During each of the five stages, known as “instars,” the insect grows larger and the appearance of its banding pattern changes. If you see a caterpillar gorging on the leaves on your milkweed, don’t bother it – wait just a few weeks and you’ll see it return with spread wings.
After the fifth instar, the caterpillar enters its famous pupation stage. The insect finds a horizontal section of a plant and spins a silk pad to hang from vertically. The caterpillar then sheds its skin, revealing a chrysalis in which it encases itself. This chrysalis is like a green exoskeleton that protects the monarch while it is pupating. This process takes about two weeks to complete.
If you cannot find the caterpillars that were recently feeding on your milkweed, don’t be concerned.
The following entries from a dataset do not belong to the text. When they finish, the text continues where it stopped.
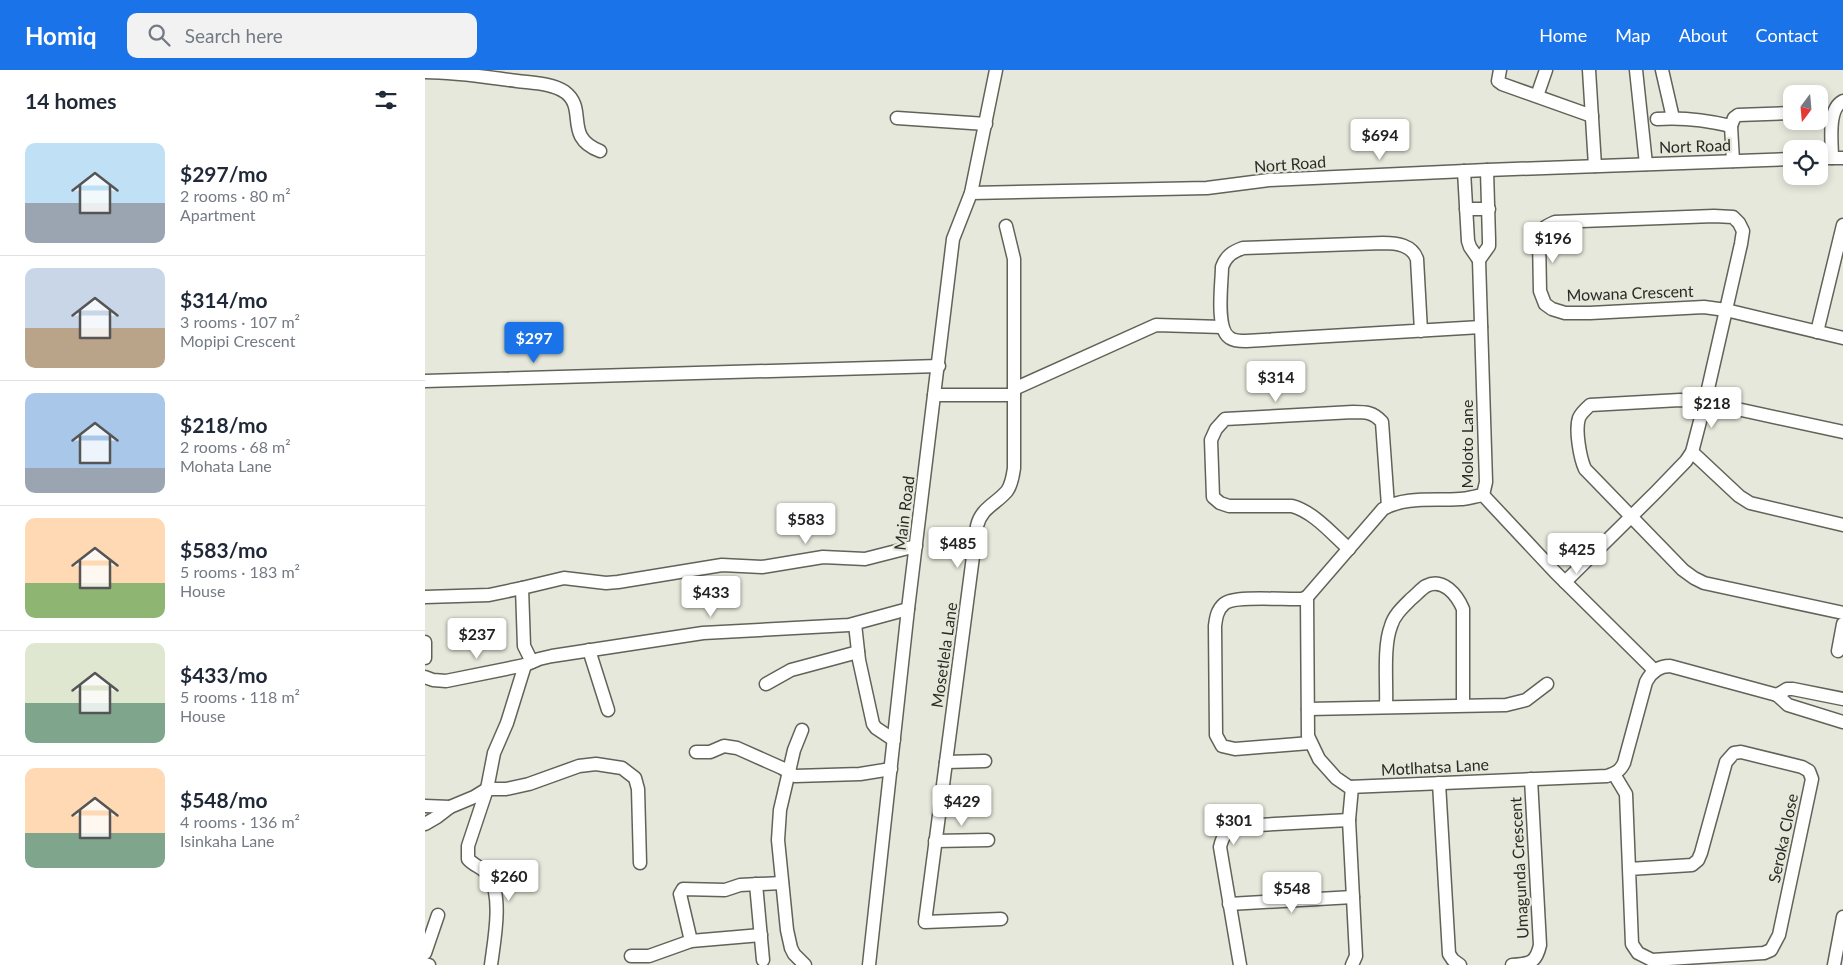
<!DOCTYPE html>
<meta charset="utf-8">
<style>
:root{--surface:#fff;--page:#f2f2f3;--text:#1f2937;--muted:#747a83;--line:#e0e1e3;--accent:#1a73e8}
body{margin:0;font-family:Lato,sans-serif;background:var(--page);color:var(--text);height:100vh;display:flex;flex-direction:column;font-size:19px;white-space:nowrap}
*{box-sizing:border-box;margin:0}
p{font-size:16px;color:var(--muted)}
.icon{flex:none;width:28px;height:28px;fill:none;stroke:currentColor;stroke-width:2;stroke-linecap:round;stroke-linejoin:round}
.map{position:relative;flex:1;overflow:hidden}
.panel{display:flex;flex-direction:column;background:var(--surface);width:425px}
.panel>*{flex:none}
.needle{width:32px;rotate:196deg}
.tools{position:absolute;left:1358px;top:15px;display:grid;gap:10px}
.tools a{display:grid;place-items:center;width:45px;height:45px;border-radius:10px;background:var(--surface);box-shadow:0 2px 8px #0003;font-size:25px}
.price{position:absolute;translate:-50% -42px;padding:0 11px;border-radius:5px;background:#fff;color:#222;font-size:16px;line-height:32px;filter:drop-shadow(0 1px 2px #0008)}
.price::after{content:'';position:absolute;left:50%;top:30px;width:15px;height:11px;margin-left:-8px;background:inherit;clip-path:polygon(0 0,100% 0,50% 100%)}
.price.current{background:var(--accent);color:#fff}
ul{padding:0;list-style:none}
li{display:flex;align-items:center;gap:15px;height:125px;padding:0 25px}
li+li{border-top:1px solid var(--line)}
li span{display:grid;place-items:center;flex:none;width:140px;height:100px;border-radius:10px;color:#555}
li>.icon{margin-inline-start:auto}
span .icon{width:60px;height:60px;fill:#fffc;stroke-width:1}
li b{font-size:21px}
h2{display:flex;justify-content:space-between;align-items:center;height:60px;padding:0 25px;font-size:21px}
header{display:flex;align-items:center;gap:30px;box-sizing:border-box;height:70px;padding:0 25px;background:var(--accent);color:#fff}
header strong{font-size:24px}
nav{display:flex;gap:28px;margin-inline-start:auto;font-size:18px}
.search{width:350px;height:45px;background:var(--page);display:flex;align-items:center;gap:12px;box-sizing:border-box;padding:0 18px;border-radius:10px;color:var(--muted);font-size:19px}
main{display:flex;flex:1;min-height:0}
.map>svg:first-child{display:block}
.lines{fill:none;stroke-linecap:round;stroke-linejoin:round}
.minor-casing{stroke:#616358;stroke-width:15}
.minor{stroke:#fff;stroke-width:12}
.labels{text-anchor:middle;stroke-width:4.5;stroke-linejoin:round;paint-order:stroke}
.street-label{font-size:16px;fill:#2a2b26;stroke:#e5e8da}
</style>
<header>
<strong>Homiq</strong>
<div class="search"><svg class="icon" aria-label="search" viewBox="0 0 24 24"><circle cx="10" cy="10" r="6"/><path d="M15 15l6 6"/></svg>Search here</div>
<nav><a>Home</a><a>Map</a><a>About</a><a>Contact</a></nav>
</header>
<main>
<section class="panel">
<h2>14 homes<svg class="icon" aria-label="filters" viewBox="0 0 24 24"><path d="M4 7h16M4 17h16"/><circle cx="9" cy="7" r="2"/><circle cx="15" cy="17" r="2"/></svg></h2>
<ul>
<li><span style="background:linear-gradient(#bfe0f5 60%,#9aa5b1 0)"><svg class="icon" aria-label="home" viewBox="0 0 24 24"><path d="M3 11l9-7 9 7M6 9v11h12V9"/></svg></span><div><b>$297/mo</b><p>2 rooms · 80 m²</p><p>Apartment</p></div></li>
<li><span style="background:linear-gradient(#c9d6e8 60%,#b9a48a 0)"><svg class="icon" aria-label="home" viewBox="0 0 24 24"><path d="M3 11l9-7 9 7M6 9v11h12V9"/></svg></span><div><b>$314/mo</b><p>3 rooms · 107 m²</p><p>Mopipi Crescent</p></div></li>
<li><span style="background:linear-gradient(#a9c7e8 75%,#9aa5b1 0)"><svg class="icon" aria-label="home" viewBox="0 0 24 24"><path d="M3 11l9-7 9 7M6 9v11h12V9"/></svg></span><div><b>$218/mo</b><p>2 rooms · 68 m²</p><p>Mohata Lane</p></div></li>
<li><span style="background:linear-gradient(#ffd9b3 65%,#8fb573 0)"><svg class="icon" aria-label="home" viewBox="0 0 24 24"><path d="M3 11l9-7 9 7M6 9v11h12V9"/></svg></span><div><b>$583/mo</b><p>5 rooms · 183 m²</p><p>House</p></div></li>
<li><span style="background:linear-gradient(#dfe7d0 60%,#7fa58c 0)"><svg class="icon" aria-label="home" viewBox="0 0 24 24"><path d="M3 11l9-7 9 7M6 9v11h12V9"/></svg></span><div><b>$433/mo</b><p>5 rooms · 118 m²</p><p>House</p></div></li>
<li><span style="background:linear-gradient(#ffd9b3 65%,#7fa58c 0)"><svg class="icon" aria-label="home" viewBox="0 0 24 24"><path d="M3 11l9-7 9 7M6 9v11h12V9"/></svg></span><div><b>$548/mo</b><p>4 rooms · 136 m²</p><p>Isinkaha Lane</p></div></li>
</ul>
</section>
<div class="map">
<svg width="1418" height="895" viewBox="0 0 1418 895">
<rect width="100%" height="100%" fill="#e5e8da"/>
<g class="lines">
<defs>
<g id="minor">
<polyline points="1075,0 1073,11 1077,14 1167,46"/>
<polyline points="1164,0 1170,96"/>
<polyline points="1211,0 1221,94"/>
<polyline points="1237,0 1248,48"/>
<path d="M0 2C31 2 61 7 92 11 107 13 127 13 140 22 163 39 138 67 175 81"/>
<polyline points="1112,26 1121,0"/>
<polyline points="472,48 561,54"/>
<path d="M1232 49C1258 47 1281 50 1306 56"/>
<polyline points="1394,88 1418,88"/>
<path d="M1407 88C1407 72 1402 39 1418 31"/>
<polyline points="1308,91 1306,56 1309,48 1313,45 1366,43"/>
<polyline points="1039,101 1043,171 1045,177 1054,190"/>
<polyline points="546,123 782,118 844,110 1062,100 1366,89"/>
<polyline points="1041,139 1064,139"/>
<polyline points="1054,190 1061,412 1058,425"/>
<polyline points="1054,190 1064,176 1064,170 1062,100"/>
<path d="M996 261 992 189C987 175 972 173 958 173L818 178C807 182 801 186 797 197 797 213 790 259 805 268 809 271 816 271 821 271L1056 257"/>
<polyline points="1392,262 1418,155"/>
<polyline points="0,311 514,296"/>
<polyline points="589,319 731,255 797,257"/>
<polyline points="509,325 589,325"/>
<path d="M1418 362 1280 332 1255 330 1165 335C1161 339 1156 343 1154 348 1150 360 1155 388 1160 399L1258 500 1269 508 1279 513 1418 543"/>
<polyline points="1267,382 1314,426 1325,433 1418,455"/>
<polyline points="1058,425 1130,502 1230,601"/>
<path d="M924 479C907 464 889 442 867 436H804L795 433 788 427 786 370 791 359 800 349 928 342C941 342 948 342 957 352L963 436"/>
<path d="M1140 512 1231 422 1261 391 1267 382 1280 332 1316 174 1318 161 1314 153 1308 147 1289 146 1130 152C1121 156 1116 158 1114 168L1115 221 1120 234 1127 239 1140 243H1165L1279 237 1301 240 1418 268"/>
<polyline points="0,527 64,525 97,518"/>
<path d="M882 527 883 666 894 689 911 708 924 717 1182 706C1191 703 1195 701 1199 693L1221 612C1226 602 1234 596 1245 596L1352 625"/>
<path d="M882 527 877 529C861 530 809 525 799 534 792 540 791 548 790 556L791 665 797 676 810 679 885 673"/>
<path d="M882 527 958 439C981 426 1009 431 1035 429 1043 429 1050 426 1058 425"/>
<polyline points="430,554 434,590 448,654 451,658 469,670"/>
<polyline points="0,572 0,588"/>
<polyline points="164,580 183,640"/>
<polyline points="1413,581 1418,554"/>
<polyline points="107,592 99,576 97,518 139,508 181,513 193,512 297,495 337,497 398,487 440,489 491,476"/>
<polyline points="0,607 8,610 21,611 100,595 114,589 127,586 278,563 424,555 483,539"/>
<polyline points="341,614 366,600 433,582"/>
<polyline points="1352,625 1363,635 1418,652"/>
<polyline points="1352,625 1362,619 1368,619 1418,629"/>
<path d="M961 636C962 614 958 576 966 556 969 545 978 537 986 529 991 525 996 519 1001 516 1018 507 1032 525 1038 539V635"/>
<polyline points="883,639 1081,635 1101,630 1122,614"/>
<polyline points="377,660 369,680 355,740 353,770 362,860 366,878 369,884 380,895"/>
<polyline points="271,682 285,682 299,676 312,678 357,698 370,706 435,704 466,699"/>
<polyline points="521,692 560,691"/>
<polyline points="1189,704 1201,724 1207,874 1213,883 1227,890 1339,883 1346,880 1354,865 1387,709 1384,701 1377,697 1316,682 1309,683 1301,692 1276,783 1273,790 1267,795 1204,799"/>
<polyline points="1014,713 1024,884 1028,890 1035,895"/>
<polyline points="0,736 25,737"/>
<polyline points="0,754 12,747 25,737 49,727 62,719 81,719 104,714 154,696 171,694 197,698 210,708 213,719 215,793"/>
<polyline points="510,771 563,770"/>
<polyline points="331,814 338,890"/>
<polyline points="804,834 928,827"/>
<path d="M576 849 500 852 552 456C556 438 571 434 582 421 587 414 588 405 589 398V189L581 156"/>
<polyline points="266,871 255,824 258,819 300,820 315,815 357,813"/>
<polyline points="0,883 13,845"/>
<polyline points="206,886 224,886 266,871 336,865"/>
<polyline points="0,894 4,895"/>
<path d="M66 895C69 871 78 827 64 806 59 798 49 796 43 789V776L62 719 69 683 82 653 100 595"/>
<polyline points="444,895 483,539 528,169 546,123 571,0"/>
<path d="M815 895 795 777C798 764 803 759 815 756L924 750"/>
<polyline points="927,895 931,886 924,750 927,717"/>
<path d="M1087 895C1105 894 1111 893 1115 875L1106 709"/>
<polyline points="1409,895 1418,847"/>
</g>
</defs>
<use href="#minor" class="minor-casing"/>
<use href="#minor" class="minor"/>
</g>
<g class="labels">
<g class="street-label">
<text transform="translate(1270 76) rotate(-2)" y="6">Nort Road</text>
<text transform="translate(865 94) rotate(-4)" y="6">Nort Road</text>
<text transform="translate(1205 223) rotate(-2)" y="6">Mowana Crescent</text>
<text transform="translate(1042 374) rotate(-90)" y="6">Moloto Lane</text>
<text transform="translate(479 443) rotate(-83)" y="6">Main Road</text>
<text transform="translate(519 585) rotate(-82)" y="6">Mosetlela Lane</text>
<text transform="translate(1010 697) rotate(-3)" y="6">Motlhatsa Lane</text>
<text transform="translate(1358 768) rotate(-78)" y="6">Seroka Close</text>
<text transform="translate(1094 798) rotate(-93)" y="6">Umagunda Crescent</text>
</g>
</g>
</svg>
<div class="tools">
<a><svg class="needle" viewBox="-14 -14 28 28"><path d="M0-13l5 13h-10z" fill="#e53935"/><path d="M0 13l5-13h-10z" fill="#747a83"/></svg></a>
<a><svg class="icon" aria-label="locate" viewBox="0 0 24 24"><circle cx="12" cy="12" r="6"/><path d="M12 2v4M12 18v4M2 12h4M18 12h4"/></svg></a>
</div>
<b class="price" style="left:955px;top:91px">$694</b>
<b class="price" style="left:1128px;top:194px">$196</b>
<b class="price current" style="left:109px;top:294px">$297</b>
<b class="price" style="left:851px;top:333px">$314</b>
<b class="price" style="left:1287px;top:359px">$218</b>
<b class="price" style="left:381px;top:475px">$583</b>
<b class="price" style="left:533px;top:499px">$485</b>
<b class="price" style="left:1152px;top:505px">$425</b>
<b class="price" style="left:286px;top:548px">$433</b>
<b class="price" style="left:52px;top:590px">$237</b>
<b class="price" style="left:537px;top:757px">$429</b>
<b class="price" style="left:809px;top:776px">$301</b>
<b class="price" style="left:84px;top:832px">$260</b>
<b class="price" style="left:867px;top:844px">$548</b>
</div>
</main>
Caterpillars will often leave their host plant to find a good place to pupate. Just wait a couple of weeks for the monarchs to appear as fluttering adults, ready to mate. After they emerge from the chrysalis, these amazing creatures remain hanging for a while to dry their wings and pump fluid into them for flight.
Milkweed
Milkweed is a wildflower that is native to the U.S. Growing up to six feet tall, the plant has long, thin, rigid stems, with a spherical cluster of pinkish-purple flowers. The name milkweed describes the milky sap, which contains natural latex. This latex contains alkaloids (nitrogen-based, drug-like chemicals) and cardenolides (natural steroids), which in some species can be toxic. If you watch caterpillars eat milkweed, you’ll notice they eat in a circular fashion. This is thought to keep the caterpillar from getting stuck in the latex. However, the consumption of the cardenolides and alkaloids makes the monarch itself taste terrible to predators. This helps protect monarchs from becoming prey. That being said, milkweed must be handled with care. First, you should never eat milkweed – it will make you vomit. Second, you should avoid getting the sap on your skin or in your eyes.
Milkweed is drought-resistant, and it grows best in well-drained soil. The leaves of the plant are broad and oblong, providing lots of food for monarchs. Often, milkweed will attract aphids. However, you don’t have to worry about them because ladybugs will often show up and eat the aphids.
Kick the Chemicals
Don’t use chemical sprays of any kind; instead, create an organic garden. If you have a garden full of various flowers, shrubs, and trees, you will attract beneficial predatory bugs that will take care of any pests you might have. Be patient. For example, plants such as vanilla-scented swamp milkweed (Asclepias incarnata) often attract aphids, but ladybugs will come to the rescue within a few days. You should also be aware that “organic” treatments can be just as deadly to a butterfly or caterpillar as any inorganic spray. Nature is sometimes a far better manager of diversity and life than we are.
Leave It Up Over Winter
Leave your garden standing for winter. Avoid the impulse to create a tidy or clean landscape. Many butterflies overwinter in leaf litter or brush piles as adults (mourning cloak), as caterpillars (viceroy), or in a chrysalis (black swallowtail). Butterflies aren’t the only insects hibernating – many moths and beneficial native bees are out there taking shelter, too. Try to wait until the last possible moment each spring to cut back your plants so you don’t disturb the gentle creatures waking in March and April. Besides, a standing winter garden is beautiful to look at; full of bright oranges, rusts, and tans. In addition, it will capture more snow to hydrate the soil and insulate plants from the cold.
When you garden with butterflies in mind, you heighten your own garden experiences and you help life flourish beyond it. Many pollinators struggle with shrinking wild habitats in our chemically doused world, so your garden can be a refuge, not just for you, but for all the beneficial bugs that pollinate our crops and provide us with one of every three bites of food. Gardening for butterflies connects you to nature in spectacular ways while giving you a garden that will surprise you year-round.